Despite its politically neutral stance, some have criticized the agency for its role in arrests for petty pretexts that critics contend were ultimately politically motivated. In their declaration, adopted in Oslo (2010), Monaco (2012), Istanbul (2013), and Baku (2014), the OSCE Parliamentary Assembly (PACE) criticized some OSCE member States for their abuse of mechanisms of the international investigation and urged them to support the reform of Interpol in order to avoid politically motivated prosecution. The resolution of the Parliamentary Assembly of the Council of Europe of 31 January 2014 criticizes the mechanisms of operation of the Commission for the Control of Interpol's files, in particular, non-adversarial procedures and unjust decisions.
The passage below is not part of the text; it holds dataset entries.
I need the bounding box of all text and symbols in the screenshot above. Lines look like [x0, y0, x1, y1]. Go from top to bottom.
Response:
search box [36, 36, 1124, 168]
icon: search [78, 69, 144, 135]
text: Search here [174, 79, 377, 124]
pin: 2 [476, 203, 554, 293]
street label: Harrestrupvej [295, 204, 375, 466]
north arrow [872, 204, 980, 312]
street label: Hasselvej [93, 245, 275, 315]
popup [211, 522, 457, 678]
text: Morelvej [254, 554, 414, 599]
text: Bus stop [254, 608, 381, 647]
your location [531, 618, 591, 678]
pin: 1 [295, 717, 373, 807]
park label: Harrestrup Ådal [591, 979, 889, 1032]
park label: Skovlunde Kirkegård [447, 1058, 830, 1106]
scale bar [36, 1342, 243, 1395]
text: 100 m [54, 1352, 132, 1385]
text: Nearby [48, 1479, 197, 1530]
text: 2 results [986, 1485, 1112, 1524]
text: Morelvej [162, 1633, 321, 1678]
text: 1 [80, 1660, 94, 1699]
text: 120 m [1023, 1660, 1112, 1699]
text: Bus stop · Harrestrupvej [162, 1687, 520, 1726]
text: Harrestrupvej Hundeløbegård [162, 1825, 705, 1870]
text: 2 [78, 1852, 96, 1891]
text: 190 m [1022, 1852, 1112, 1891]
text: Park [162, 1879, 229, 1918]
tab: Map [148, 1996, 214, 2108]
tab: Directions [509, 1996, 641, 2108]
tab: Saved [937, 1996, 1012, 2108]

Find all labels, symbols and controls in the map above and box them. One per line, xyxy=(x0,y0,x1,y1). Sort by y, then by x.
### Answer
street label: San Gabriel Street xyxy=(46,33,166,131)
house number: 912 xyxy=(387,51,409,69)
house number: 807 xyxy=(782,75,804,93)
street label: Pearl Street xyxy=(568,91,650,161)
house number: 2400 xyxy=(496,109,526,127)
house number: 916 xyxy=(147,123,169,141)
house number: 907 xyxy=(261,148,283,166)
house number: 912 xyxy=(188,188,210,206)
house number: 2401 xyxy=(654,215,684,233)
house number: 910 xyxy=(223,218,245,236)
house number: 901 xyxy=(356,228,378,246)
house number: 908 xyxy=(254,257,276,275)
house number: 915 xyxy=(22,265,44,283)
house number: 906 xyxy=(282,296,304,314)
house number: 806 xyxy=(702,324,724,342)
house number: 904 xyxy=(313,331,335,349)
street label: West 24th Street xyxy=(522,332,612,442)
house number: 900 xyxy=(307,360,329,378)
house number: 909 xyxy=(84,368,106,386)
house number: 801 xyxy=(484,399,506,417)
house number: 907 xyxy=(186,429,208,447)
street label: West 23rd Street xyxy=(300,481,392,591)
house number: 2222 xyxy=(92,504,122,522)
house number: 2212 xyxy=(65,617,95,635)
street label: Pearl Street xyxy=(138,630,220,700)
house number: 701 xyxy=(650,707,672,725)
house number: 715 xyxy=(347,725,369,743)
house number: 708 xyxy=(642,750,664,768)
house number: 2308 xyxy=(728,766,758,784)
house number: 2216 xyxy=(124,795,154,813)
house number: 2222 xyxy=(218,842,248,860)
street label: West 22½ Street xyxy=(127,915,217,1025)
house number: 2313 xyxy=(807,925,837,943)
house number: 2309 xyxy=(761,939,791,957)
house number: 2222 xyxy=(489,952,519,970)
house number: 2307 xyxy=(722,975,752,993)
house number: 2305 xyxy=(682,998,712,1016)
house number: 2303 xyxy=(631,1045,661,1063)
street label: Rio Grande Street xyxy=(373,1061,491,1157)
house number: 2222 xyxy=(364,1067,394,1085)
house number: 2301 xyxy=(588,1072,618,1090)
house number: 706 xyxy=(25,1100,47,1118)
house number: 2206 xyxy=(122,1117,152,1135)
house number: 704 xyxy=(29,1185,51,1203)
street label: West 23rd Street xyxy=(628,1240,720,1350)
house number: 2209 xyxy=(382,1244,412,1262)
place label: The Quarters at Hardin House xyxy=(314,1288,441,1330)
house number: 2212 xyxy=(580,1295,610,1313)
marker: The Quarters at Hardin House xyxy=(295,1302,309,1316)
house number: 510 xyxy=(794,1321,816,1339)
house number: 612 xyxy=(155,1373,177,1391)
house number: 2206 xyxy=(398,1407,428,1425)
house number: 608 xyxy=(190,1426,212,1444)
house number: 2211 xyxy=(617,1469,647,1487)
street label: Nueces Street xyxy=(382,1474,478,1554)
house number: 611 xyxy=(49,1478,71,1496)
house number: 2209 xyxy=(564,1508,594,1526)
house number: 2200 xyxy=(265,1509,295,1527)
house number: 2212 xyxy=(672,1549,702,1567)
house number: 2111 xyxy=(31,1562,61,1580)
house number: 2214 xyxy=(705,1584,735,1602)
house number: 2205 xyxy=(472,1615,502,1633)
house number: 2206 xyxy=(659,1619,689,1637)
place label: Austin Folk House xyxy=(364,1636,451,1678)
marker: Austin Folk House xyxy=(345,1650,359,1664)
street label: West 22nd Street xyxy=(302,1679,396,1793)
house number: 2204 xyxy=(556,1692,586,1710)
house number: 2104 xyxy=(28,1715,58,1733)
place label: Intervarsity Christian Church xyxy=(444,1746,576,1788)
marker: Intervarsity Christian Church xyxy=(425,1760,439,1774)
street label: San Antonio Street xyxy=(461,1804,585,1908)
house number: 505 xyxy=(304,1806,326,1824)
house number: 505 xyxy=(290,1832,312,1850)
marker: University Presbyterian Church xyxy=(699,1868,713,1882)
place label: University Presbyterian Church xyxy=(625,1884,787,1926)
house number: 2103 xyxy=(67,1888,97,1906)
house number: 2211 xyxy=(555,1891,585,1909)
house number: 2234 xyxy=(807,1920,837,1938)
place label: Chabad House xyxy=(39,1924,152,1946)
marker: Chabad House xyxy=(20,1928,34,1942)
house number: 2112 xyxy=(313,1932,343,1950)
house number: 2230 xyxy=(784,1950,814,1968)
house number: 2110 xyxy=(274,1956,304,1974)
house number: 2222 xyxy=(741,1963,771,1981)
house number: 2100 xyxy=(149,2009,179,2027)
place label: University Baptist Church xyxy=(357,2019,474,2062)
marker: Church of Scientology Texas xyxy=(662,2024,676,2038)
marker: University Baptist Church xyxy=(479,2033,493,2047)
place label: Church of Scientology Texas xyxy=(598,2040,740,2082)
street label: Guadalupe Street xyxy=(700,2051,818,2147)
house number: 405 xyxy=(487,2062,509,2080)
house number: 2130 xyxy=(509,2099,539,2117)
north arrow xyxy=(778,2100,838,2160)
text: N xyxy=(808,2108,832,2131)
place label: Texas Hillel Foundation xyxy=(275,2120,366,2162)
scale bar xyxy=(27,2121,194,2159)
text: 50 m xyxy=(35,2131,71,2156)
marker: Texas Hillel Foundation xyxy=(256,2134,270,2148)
In 2014, PACE adopted a decision to thoroughly analyse the problem of the abuse of Interpol and to compile a special report on this matter. In May 2015, within the framework of the preparation of the report, the PACE Committee on Legal Affairs and Human Rights organized a hearing in Yerevan, during which both representatives of NGOs and Interpol had the opportunity to speak. According to Freedom House, Russia is responsible for 38% of Interpol's public Red Notices. There currently are "approximately 66,370 valid Red Notices, of which some 7,669 are public."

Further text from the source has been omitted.